There’s a huge amount of anxiety in anticipation of Google’s new algorithm change scheduled for April 21st, which is meant to make it easier for mobile users to find mobile friendly sites. In other words, mobile friendly sites will get a boost in mobile search ranking over their non mobile friendly competitors. According to this post in Moz.com, the new change will not effect desktop search results.
This has got everyone scrambling to make sure that their websites pass Google’s mobile friendly test. The easiest way to do that is to maintain a responsive site. Responsive design is meant to make your website display correctly on different devices and screen sizes. So your desktop website should look almost as good on a tablet and smartphone. If you’re using WordPress, this shouldn’t be hard to do since most new WordPress themes are built to be mobile responsive.

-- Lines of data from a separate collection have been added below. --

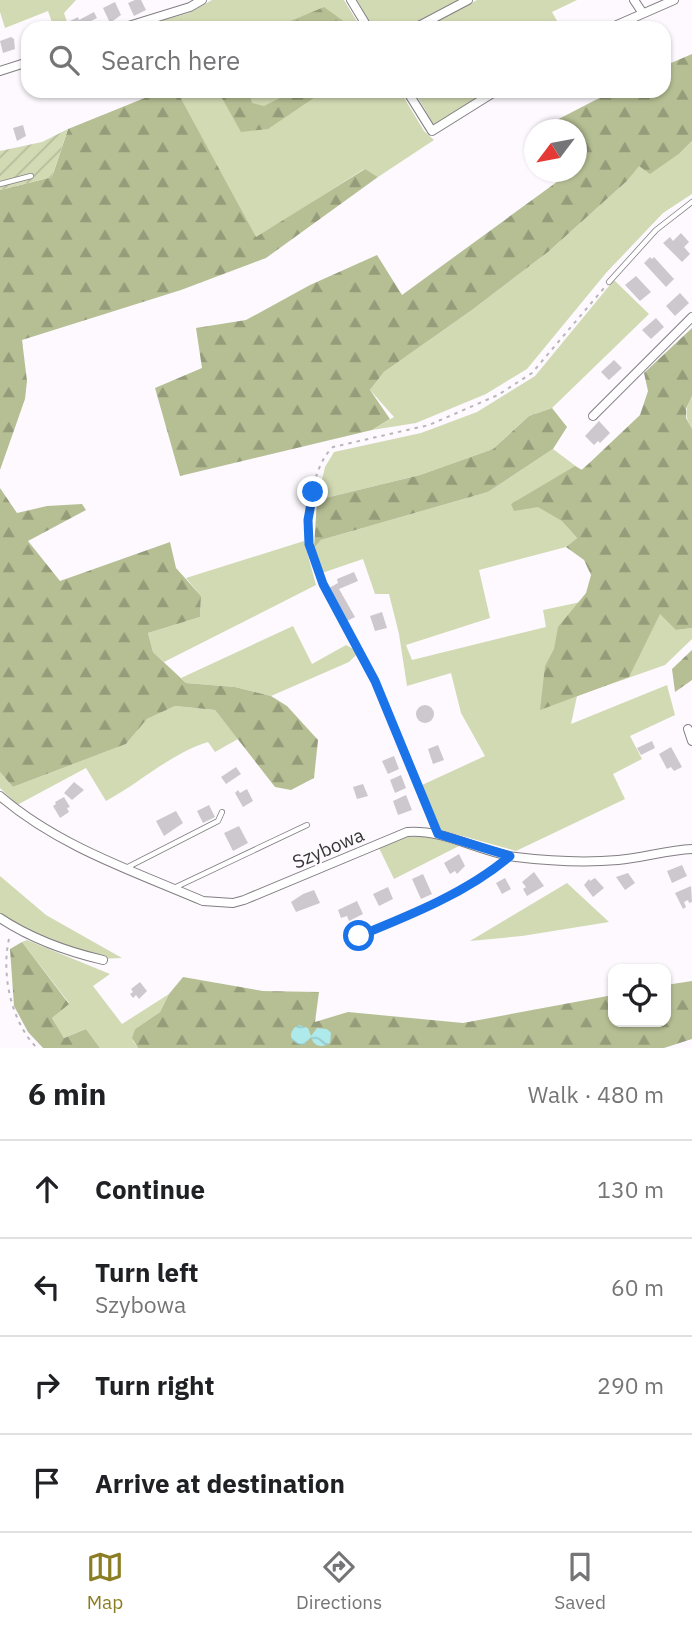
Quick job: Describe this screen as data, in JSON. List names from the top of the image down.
{
  "streets": {
    "street": ["Szybowa"]
  },
  "north": "bottom left",
  "page": {
    "search": "Search here",
    "heading": ["6 min", "Walk · 480 m"],
    "list": [
      ["Continue", "130 m"],
      ["Turn left", "Szybowa", "60 m"],
      ["Turn right", "290 m"],
      "Arrive at destination"
    ],
    "nav": ["Map", "Directions", "Saved"]
  }
}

The problem with using responsive design to look good on mobile is that although it technically does work, it doesn’t always prove to be business effective. That’s because responsive design resizes your page elements to fit on a smaller screen. It does NOT transform your website into a mobile effective site.
Let’s say you’ve got a slider or a large image that covers about half of your homepage, with a line or 2 of text in a huge font. It probably looks awesome on your laptop. But on a smartphone…not so great. You’ll have to scroll down for a while until you get down to some text that you can actually read. Then you’ll have to continue scrolling to read it all. If you were on your laptop you’d see the entire page on the screen in front of you at once. On a smartphone, you’ll probably give up and bounce before you ever make sense of what you’re looking at.
Responsive design is really only effective if you design your website with mobile effectiveness in mind from the start. That might mean that you have to give up some of your imagery and tone down your design grandeur in order to be effective on mobile. Simply using a mobile theme without designing for mobile might pass the Google mobile friendliness test (or not) and get your website to fit on a mobile screen, but not in a way that will help your business.
Uploading a WordPress plugin to transform your site into a mobile web app and expecting it to work without any modifications to your site isn’t going to work either. Your blog might look good, but your pages will still be constrained by your desktop design.
Before searching for solutions it’s important to evaluate your business objectives to determine how important mobile is in your business strategy.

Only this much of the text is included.